Over the years, Michael Lu and Neal Halfon at UCLA in California have proposed that disparities in birth outcomes between racial and ethnic groups result from different developmental trajectories begun early in life and by cumulative allostatic loads over time. Allostatic loads are the physical wear and tear that accumulates as individuals are exposed to repeated stress.

Among all mothers nationally, pregnancy-related mortality has risen statistically in the last 30 years but the reasons for that aren’t clear, Mayes said. “The use of computerized data linkages by the states, changes in the way causes of death are coded, and the addition of a pregnancy check box to death certificates in many states have most likely improved the identification of pregnancy-related deaths over time,” she said.

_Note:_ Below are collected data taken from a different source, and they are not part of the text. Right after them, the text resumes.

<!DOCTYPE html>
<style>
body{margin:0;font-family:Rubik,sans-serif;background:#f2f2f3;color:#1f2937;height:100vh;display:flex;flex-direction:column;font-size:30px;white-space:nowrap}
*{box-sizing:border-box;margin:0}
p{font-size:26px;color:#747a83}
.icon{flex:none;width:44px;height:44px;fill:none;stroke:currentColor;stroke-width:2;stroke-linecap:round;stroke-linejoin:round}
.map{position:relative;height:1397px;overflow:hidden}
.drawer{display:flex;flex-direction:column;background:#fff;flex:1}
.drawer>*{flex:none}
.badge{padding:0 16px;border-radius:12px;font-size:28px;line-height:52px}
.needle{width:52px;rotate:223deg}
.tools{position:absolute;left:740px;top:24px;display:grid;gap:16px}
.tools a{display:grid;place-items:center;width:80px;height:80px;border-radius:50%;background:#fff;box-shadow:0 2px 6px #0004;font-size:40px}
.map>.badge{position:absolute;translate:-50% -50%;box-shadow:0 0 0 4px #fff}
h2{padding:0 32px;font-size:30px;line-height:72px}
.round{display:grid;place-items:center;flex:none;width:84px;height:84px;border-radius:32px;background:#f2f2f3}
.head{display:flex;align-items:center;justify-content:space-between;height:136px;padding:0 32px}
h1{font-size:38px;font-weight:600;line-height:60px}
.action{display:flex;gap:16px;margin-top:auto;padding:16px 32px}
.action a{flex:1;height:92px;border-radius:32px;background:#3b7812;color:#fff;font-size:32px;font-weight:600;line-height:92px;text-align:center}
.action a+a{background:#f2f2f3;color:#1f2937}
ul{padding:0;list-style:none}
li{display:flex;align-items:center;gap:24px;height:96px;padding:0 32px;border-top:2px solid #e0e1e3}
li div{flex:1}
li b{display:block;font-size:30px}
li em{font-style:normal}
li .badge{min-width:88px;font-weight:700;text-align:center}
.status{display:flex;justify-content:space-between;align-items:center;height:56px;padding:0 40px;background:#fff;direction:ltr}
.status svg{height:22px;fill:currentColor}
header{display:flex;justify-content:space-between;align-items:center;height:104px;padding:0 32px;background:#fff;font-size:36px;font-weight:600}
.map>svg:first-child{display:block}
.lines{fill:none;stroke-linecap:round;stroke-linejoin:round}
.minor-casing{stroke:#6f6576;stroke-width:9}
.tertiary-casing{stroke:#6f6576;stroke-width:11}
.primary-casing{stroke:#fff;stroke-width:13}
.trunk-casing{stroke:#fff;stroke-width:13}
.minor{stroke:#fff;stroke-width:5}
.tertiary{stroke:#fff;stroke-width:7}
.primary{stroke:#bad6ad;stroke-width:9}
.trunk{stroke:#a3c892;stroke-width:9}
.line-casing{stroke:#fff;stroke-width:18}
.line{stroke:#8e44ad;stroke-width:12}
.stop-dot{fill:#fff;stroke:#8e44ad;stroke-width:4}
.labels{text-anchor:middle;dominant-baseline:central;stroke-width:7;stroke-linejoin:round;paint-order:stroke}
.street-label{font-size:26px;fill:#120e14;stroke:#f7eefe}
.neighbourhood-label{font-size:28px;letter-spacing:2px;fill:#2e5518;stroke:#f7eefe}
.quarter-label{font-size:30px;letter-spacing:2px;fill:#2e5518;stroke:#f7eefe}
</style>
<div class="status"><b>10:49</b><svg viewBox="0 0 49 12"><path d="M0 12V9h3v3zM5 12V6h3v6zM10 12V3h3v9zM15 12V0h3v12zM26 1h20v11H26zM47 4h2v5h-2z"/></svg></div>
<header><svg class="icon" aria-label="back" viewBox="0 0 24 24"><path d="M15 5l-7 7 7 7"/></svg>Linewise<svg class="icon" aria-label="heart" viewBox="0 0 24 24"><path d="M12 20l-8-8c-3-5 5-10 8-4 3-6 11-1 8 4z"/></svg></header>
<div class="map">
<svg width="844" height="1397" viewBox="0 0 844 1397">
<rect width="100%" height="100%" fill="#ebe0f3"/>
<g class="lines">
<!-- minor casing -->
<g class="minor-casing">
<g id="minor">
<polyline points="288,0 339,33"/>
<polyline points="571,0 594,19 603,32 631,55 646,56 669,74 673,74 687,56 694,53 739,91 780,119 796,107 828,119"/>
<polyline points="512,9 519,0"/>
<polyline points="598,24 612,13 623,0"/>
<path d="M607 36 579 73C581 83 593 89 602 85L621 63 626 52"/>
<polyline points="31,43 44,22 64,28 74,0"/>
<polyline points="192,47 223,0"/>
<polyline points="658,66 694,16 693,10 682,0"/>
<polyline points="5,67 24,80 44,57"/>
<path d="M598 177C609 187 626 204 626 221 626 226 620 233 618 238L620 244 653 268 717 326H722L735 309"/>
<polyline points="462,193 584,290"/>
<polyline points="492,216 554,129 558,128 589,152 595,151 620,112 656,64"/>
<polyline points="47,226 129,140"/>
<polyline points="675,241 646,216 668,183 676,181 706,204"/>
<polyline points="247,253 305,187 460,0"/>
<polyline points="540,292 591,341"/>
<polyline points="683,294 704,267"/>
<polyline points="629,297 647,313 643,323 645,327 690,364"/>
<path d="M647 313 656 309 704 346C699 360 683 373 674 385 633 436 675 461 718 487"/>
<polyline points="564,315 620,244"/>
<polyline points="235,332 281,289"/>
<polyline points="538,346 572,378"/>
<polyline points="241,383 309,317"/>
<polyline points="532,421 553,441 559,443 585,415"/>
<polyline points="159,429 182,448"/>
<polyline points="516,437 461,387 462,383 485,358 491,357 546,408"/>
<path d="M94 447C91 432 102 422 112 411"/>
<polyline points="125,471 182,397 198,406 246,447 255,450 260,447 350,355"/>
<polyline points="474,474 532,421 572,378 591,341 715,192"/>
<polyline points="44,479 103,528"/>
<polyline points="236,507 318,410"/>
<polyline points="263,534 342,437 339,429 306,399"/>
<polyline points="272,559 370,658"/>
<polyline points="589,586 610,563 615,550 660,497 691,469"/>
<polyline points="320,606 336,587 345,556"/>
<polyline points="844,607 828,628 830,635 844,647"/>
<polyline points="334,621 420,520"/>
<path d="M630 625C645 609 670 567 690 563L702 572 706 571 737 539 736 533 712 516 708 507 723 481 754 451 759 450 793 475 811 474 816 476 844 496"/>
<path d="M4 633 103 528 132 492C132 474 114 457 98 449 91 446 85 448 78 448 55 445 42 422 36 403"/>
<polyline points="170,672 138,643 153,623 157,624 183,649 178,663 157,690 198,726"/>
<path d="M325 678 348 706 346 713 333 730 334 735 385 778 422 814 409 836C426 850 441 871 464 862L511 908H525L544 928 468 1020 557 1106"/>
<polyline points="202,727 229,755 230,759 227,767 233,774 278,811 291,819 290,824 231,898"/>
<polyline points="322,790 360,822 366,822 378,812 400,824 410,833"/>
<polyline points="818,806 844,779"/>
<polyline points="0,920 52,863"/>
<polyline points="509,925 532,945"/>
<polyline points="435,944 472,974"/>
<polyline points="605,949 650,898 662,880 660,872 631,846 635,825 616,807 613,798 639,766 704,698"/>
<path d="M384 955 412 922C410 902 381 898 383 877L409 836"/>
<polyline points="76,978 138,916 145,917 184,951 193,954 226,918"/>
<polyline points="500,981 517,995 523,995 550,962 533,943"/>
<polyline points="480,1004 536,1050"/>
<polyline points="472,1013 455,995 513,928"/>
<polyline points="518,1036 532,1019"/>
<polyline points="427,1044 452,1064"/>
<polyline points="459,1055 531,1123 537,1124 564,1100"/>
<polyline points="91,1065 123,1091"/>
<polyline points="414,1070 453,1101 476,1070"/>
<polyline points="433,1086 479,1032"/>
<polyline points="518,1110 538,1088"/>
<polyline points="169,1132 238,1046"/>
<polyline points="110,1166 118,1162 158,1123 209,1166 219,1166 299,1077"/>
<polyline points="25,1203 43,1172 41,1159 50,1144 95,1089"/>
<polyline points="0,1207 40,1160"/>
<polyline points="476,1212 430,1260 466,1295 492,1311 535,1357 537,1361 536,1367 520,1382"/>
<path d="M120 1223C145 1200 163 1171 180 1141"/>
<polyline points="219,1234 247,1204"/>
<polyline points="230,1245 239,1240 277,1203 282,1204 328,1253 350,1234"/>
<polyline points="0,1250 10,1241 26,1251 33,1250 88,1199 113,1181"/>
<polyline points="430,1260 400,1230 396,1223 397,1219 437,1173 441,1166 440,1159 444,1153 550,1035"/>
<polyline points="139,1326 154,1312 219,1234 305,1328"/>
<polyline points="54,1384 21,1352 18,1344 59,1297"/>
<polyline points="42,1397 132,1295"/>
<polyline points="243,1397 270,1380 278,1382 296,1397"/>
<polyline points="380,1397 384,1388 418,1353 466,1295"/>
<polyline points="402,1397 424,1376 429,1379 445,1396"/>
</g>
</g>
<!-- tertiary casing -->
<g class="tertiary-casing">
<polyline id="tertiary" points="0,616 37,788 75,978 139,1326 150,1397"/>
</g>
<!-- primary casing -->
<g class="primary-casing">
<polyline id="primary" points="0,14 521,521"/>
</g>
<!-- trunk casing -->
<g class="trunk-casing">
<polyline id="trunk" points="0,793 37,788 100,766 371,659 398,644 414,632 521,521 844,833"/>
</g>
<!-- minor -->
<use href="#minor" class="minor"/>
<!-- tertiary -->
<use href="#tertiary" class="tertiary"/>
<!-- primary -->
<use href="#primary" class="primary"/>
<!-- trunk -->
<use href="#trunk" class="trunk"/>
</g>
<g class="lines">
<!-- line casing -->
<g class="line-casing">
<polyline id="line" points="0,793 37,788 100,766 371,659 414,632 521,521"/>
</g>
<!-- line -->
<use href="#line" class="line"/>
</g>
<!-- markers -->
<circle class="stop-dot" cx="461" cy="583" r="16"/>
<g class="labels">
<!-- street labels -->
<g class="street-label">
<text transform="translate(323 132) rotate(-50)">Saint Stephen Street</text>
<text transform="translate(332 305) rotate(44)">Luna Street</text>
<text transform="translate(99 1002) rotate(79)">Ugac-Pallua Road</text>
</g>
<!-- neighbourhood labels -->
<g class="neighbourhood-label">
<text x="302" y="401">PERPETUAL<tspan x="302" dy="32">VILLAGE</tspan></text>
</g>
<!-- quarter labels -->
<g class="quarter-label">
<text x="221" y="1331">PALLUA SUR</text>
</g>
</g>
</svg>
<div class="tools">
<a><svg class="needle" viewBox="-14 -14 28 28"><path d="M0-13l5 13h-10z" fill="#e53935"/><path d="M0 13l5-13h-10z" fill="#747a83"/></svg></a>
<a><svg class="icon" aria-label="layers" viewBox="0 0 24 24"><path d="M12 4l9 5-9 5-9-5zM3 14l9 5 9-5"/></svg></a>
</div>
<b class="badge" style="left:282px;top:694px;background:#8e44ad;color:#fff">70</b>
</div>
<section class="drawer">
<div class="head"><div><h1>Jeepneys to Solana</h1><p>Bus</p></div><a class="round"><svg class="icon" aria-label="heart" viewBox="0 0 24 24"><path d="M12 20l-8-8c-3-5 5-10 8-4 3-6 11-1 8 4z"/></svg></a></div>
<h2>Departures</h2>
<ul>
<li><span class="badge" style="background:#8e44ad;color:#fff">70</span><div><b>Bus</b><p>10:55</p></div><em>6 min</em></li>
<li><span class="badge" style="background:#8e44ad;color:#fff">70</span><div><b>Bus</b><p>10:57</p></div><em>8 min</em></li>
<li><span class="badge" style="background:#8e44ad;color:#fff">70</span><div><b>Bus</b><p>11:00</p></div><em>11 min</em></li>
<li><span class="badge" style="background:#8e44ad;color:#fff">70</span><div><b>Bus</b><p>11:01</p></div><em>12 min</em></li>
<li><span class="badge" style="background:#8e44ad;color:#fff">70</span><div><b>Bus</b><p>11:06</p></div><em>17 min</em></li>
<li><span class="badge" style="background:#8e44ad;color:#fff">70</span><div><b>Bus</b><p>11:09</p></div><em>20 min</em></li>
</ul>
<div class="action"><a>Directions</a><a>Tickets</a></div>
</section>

“Whether the actual risk of a woman dying from pregnancy-related causes has increased is unclear,” Mayes said. “But many studies show that an increasing number of pregnant women in the United States have chronic health conditions, such as hypertension, diabetes and heart disease,” making them more susceptible to pregnancy complications.

Nationally, the CDC’s Pregnancy Mortality Surveillance System reported that deaths related to child bearing, occurring during or in one year of pregnancy, rose from 7.2 per 100,000 births in 1987 to 17.3 per 100,000 births in 2013, the most recent year with full data.

“Louisiana’s data demonstrates a concerning increase in pregnancy-related deaths over time,” according to the state’s Department of Health. Maternal mortality in Louisiana rose from 17 deaths per 100,000 live births in 2004-2006 to 63.5 per 100,000 in 2014-2016, but that may be partly because of the increased reporting or data collection observed nationally, the agency said.

Through the Louisiana Pregnancy-Associated Mortality Review Committee or LA-PAMR, the state tries to review all pregnancy-associated deaths among residents, according to information provided by Johannessen. After years of surveillance in Louisiana, LA-PAMR was authorized by the state’s Perinatal Care Commission and was formed in 2010 by the state’s Department of Health and its Bureau of Family Health. In 2018, LA-PAMR became a multidisciplinary committee with enhanced expertise to address causes of maternal mortality and to monitor communities most at risk.

Last year, LA-PAMR reviewed pregnancy-related deaths from 2011 to 2016 and examined causes. That review uncovered a need to address reproductive planning among mothers suffering from chronic disease, partner violence, substance use and emotional health issues. In the future, the review committee plans to collaborate with members from communities with high maternal mortality.

Partnerships with obstetric leaders and birth facilities led to last year’s launch of the Louisiana Perinatal Quality Collaborative or LaPQC, joining clinicians, hospitals, policy makers and public health professionals to improve birth outcomes.

“We’re definitely aware of the state’s maternal mortality rate and race-related discrepancies,” Dr. Alfred G. Robichaux III, with the Department of Maternal Fetal Medicine at Ochsner Baptist Medical Center in New Orleans, said last week. “The LaPQC is working with the LA-PAMR and the Perinatal Commission to investigate every event and to look for opportunities to improve future care.”

The LaPQC is also liaising with obstetrical hospitals to implement evidence-based guidelines to upgrade the care of patients with hemorrhage and hypertension, two of the main causes of maternal mortality, Robichaux said.

Last week, Shauna Sanford, spokeswoman for John Bel Edwards, said that a state legislator is expected to introduce a bill in April, supported by the Governor and aimed at forming an advisory council to study Louisiana’s increased maternal mortality.

As for Serena Williams, an HBO documentary series, “Being Serena,” begins on May 2 and focuses on the birth of her daughter and Williams’ gradual health recovery and recent return to tennis.